Friday, June 26, 2015

Java NIO Buffer

Buffer Introduction

Input/Output or in short form, I/O is meant for data or signal transmission. Traditional Java IO, java.io.InputStream and java.io.OutputStream has been fulfilling this purpose, but they leave out the raw binary data in a fixed size byte array. While the byte array is treated as data container or temporary staging area but it is up to us to implement the way in manipulating the byte array. Direct manipulating the byte array is always not a wise approach especially when data involve multi-bytes characters. Read more to know why in my other post Encoding and Decoding.

java.nio.Buffer is one of the key abstractions of Java NIO that was introduced since Java version 4. While it retains the same notion of fixed size data container, it also becomes much more efficient with the capabilities below.
  • It encapsulates the way of accessing the backing data.
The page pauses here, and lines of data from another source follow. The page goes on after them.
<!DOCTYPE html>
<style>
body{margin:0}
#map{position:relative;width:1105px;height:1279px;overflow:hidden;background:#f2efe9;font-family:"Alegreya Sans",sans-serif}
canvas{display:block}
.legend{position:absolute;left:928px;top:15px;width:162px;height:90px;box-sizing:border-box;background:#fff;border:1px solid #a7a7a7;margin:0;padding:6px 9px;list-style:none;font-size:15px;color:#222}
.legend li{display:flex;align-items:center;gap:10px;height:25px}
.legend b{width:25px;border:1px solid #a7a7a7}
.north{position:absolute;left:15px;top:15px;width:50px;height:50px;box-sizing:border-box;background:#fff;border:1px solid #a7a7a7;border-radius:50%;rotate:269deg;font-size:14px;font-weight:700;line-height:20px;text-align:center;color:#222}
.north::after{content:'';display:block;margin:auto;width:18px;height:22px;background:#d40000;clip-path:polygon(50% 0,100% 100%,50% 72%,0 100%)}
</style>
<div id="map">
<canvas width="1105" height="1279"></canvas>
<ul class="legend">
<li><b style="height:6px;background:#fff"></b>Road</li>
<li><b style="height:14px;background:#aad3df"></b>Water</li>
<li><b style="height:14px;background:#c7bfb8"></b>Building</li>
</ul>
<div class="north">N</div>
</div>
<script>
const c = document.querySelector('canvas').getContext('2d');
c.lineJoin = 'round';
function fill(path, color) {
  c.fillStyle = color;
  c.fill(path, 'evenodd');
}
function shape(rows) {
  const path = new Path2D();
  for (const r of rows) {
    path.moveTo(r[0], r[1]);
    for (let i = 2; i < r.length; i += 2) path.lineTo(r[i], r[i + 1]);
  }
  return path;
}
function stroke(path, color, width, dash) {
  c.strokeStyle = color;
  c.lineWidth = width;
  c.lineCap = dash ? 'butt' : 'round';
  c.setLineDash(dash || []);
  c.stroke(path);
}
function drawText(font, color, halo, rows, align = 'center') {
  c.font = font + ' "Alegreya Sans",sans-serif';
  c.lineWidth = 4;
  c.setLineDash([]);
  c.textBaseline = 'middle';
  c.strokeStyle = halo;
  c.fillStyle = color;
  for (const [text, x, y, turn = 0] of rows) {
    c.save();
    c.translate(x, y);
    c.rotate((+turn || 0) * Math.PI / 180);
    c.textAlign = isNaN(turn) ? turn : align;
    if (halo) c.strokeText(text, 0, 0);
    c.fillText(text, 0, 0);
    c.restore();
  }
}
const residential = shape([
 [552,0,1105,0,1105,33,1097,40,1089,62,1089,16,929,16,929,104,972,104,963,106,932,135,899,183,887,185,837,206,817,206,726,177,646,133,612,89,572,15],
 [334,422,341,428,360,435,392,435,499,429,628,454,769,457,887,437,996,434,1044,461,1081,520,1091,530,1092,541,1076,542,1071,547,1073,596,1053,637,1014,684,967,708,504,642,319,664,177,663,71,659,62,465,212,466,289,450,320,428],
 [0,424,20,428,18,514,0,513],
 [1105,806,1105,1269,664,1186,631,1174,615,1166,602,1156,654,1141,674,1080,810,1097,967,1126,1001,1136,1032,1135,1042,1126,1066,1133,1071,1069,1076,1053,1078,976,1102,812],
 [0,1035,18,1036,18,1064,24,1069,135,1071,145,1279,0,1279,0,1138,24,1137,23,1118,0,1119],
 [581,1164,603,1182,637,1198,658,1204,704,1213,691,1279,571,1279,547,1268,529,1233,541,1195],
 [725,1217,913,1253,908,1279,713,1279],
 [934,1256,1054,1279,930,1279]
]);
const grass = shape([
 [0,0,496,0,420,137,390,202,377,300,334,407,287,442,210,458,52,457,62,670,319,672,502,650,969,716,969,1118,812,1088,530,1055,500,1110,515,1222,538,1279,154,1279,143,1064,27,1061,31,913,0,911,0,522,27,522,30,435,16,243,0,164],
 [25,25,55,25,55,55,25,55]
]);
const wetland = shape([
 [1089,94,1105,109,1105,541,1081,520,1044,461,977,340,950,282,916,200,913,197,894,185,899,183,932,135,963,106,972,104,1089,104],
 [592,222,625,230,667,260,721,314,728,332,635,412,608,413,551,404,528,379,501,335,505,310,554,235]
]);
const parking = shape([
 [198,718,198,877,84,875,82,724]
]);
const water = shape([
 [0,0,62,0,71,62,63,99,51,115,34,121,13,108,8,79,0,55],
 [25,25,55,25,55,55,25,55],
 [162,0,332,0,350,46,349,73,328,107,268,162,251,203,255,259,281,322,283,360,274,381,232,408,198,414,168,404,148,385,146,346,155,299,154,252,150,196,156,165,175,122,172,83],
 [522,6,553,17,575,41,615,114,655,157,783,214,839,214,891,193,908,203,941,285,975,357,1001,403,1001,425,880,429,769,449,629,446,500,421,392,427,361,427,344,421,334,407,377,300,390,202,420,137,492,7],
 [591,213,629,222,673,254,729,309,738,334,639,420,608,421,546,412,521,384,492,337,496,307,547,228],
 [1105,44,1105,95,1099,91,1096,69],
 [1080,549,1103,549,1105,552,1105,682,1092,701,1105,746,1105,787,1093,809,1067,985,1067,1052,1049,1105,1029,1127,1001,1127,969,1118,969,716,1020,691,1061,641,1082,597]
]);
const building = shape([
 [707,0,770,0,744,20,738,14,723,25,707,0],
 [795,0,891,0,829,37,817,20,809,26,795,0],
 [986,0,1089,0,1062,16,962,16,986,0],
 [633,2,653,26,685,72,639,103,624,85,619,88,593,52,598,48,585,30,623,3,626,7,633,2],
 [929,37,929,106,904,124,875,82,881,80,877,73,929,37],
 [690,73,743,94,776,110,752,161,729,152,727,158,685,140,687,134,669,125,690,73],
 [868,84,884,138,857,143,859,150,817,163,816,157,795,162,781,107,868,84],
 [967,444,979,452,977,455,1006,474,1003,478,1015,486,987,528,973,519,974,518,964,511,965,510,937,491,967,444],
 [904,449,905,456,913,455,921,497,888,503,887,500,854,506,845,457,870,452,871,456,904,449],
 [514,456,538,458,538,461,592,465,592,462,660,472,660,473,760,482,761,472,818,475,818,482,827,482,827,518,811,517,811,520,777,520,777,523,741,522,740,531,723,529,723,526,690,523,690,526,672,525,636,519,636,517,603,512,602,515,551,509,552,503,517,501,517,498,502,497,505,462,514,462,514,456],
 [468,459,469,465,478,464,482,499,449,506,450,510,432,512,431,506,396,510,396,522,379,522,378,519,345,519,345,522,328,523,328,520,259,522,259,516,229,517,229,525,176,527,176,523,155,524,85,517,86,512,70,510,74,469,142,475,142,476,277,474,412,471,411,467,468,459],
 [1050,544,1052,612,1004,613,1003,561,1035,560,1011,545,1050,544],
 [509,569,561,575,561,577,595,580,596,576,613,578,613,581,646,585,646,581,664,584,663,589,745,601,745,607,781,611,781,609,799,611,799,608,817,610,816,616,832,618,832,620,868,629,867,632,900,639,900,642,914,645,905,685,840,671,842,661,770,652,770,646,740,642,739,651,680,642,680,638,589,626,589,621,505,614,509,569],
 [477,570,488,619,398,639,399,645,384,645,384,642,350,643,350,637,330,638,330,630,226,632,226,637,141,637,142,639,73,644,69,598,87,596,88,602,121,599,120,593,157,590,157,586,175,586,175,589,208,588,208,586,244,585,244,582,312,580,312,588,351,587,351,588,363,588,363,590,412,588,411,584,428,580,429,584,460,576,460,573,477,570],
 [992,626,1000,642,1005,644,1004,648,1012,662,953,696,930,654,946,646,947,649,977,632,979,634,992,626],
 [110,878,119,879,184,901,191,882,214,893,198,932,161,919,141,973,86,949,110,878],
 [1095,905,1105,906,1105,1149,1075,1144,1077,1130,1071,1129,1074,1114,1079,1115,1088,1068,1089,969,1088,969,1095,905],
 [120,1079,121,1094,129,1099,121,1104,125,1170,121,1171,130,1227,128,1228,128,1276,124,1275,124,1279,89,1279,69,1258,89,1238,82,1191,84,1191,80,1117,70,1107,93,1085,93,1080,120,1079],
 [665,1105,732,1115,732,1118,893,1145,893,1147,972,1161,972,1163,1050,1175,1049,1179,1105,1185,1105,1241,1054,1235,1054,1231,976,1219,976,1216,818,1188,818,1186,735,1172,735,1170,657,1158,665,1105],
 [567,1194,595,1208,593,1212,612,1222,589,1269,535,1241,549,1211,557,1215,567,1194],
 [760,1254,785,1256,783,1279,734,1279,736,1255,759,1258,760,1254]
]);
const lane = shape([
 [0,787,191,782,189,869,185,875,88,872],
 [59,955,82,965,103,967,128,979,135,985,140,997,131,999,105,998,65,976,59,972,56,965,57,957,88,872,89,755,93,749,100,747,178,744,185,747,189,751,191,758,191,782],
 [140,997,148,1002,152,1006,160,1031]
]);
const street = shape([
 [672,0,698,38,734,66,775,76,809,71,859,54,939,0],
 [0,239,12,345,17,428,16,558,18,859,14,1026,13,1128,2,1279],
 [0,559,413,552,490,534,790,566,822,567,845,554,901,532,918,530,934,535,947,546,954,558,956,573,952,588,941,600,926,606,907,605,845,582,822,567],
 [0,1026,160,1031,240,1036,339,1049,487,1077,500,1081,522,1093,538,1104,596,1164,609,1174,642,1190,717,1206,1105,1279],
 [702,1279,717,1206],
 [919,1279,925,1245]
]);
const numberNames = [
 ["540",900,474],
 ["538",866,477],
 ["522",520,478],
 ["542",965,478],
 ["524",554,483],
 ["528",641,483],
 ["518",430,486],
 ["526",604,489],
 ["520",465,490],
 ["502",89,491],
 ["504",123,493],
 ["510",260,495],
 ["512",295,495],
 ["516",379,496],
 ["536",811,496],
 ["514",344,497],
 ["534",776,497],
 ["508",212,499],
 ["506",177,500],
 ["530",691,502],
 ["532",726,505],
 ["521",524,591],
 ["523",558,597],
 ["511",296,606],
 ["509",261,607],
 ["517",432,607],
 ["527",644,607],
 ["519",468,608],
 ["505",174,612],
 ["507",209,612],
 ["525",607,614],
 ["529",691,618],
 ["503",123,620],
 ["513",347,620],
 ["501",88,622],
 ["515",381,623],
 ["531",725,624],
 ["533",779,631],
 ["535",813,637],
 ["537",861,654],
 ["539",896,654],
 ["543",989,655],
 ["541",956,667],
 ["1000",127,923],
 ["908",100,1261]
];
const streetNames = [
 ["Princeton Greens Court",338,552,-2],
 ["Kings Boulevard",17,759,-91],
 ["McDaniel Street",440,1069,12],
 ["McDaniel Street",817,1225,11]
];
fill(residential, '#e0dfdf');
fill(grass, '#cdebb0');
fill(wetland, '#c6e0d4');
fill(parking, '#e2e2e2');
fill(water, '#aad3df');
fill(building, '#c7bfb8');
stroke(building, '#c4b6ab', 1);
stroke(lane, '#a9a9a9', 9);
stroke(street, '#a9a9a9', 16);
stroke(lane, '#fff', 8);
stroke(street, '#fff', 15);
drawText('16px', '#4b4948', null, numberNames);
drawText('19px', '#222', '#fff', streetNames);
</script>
Direct or non-direct.
  • It provides a rich set of operations for manipulating the backing data by making use of its buffer attributes.
  • Primitive type buffer classes make data transferring easier as it is done in respective primitive data type size.
There is no doubt that Buffer complements the way we dealing with byte array in the old way. Moreover, it becomes the base of other key attractions of Java NIO. For example, java.nio.charset.Charset takes Buffer for encoding or decoding;  java.nio.Channel takes Buffer for writing or reading. Therefore, Buffer is the good starting point in learning Java NIO.

Working with Buffer

In order to working with Buffer effectively, we must understand what and how the buffer attributes work.

Buffer attributes

Capacity: The maximum number of elements that the buffer could hold. Capacity is set when a buffer object is created. It cannot be negative and it can never change. Trying to read/write data into an element with the index greater than the capacity will get java.nio.BufferOverflowException and java.bio.BufferUnderflowException respectively.
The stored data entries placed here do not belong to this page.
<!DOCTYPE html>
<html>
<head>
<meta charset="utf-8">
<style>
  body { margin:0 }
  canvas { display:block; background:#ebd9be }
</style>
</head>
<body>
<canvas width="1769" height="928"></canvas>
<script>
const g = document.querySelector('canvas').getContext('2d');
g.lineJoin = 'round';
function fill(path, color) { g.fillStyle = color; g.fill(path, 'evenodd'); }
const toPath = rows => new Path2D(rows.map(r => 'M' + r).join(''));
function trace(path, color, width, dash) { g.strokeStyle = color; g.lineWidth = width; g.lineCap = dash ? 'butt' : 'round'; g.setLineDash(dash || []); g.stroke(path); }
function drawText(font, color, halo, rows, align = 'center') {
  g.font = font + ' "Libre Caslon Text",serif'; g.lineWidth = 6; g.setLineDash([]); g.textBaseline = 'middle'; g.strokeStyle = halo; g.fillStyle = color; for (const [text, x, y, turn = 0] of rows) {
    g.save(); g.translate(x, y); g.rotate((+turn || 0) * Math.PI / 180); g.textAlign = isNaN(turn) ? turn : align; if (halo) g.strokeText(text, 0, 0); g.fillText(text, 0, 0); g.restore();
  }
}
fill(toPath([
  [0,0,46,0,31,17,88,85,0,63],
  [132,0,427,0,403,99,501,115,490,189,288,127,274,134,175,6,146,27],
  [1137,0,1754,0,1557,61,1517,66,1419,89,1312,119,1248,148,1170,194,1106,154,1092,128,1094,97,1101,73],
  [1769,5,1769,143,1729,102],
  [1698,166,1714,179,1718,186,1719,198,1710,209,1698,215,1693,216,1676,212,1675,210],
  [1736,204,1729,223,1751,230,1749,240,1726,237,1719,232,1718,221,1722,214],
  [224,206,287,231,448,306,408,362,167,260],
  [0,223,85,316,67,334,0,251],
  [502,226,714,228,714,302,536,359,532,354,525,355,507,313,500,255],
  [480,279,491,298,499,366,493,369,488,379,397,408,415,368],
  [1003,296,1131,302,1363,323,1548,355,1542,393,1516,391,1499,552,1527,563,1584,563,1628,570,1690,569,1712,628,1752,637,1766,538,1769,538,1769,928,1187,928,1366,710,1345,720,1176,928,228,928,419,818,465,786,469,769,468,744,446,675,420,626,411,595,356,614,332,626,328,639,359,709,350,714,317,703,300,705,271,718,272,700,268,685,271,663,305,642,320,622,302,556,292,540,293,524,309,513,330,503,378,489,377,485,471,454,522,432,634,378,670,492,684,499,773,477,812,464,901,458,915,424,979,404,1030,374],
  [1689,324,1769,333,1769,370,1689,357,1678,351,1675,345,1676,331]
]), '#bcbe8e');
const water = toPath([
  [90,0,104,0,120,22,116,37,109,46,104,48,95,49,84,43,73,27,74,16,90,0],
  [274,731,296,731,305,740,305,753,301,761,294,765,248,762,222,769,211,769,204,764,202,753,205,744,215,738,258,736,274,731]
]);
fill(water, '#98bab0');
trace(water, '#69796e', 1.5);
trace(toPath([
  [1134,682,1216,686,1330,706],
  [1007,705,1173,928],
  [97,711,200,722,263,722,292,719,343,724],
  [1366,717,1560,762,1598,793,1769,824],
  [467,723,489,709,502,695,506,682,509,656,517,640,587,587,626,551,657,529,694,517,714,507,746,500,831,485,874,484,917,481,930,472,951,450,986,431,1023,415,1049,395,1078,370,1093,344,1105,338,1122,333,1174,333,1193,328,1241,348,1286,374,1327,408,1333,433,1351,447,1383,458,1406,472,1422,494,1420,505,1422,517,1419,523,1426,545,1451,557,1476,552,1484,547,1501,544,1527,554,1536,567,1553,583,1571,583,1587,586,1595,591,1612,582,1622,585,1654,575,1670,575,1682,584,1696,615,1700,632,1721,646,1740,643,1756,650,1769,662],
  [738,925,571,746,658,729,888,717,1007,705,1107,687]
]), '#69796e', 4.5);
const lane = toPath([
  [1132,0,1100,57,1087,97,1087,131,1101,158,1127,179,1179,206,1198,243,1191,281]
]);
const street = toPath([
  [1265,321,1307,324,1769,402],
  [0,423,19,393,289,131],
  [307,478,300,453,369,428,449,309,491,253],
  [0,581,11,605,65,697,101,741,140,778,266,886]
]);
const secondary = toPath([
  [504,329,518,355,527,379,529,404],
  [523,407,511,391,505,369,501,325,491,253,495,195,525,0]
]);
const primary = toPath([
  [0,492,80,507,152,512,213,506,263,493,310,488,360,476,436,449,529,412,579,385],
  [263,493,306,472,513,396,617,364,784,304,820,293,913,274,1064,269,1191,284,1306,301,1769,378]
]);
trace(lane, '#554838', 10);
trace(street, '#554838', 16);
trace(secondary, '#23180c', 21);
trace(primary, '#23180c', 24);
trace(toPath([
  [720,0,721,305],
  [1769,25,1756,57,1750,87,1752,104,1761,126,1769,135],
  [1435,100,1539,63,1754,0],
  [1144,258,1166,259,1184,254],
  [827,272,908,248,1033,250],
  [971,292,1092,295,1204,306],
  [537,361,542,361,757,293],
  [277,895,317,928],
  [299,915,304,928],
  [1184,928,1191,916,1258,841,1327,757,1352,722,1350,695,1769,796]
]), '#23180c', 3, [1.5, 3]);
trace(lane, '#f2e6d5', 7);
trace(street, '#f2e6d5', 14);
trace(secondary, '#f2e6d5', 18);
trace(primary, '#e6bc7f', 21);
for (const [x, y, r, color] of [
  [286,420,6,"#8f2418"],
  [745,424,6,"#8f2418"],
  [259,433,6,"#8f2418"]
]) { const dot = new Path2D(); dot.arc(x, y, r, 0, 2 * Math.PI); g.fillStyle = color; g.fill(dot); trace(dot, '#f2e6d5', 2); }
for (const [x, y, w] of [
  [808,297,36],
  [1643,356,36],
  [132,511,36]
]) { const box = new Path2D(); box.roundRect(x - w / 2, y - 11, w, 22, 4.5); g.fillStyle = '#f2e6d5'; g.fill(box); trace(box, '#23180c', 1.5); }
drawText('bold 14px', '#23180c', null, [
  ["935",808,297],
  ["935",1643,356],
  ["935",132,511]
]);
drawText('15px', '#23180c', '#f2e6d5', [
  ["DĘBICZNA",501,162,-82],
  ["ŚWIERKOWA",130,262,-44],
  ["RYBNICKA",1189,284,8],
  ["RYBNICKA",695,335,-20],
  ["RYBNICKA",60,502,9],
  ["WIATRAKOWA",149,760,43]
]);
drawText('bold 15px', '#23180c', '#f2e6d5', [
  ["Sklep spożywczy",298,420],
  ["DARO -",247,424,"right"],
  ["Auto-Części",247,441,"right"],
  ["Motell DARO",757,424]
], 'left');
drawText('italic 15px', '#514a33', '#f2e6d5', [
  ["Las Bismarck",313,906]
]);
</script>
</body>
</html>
Limit: The first element index where this element could not be read or written. It indicates the end of data access. Read/write to the element with the index greater or equal to the limit will get java.lang.IndexOutOfBoundException. The initial limit is equal to capacity. It cannot be negative and never greater than capacity.

Position: The first element index where this element would be read or written. It acts like a moving pointer which will increments automatically after every read or write operation. This movement is only in one direction. It cannot be negative and never greater than the limit.

Mark: The index of the current position is captured. So that the position pointer could be reset or revisits to that captured index. Initially, it is undefined. Existing mark will be discarded if the position moves to an index smaller than the mark in any case. Trying to reset to undefined mark will get java.bio.InvalidMarkException.

The rule below simplifies the conditions mentioned above. The relationship between attributes is invariant and always holds.

0 <= mark <= position <= limit <= capacity

The diagram on the left illustrates the default state of buffer attributes in a newly created buffer object.





When a data is written into the buffer, the position will increment automatically in a linear way and always in one direction. Same applies to reading operation.





Creating buffer

Each primitive data type has their respective buffer class except boolean.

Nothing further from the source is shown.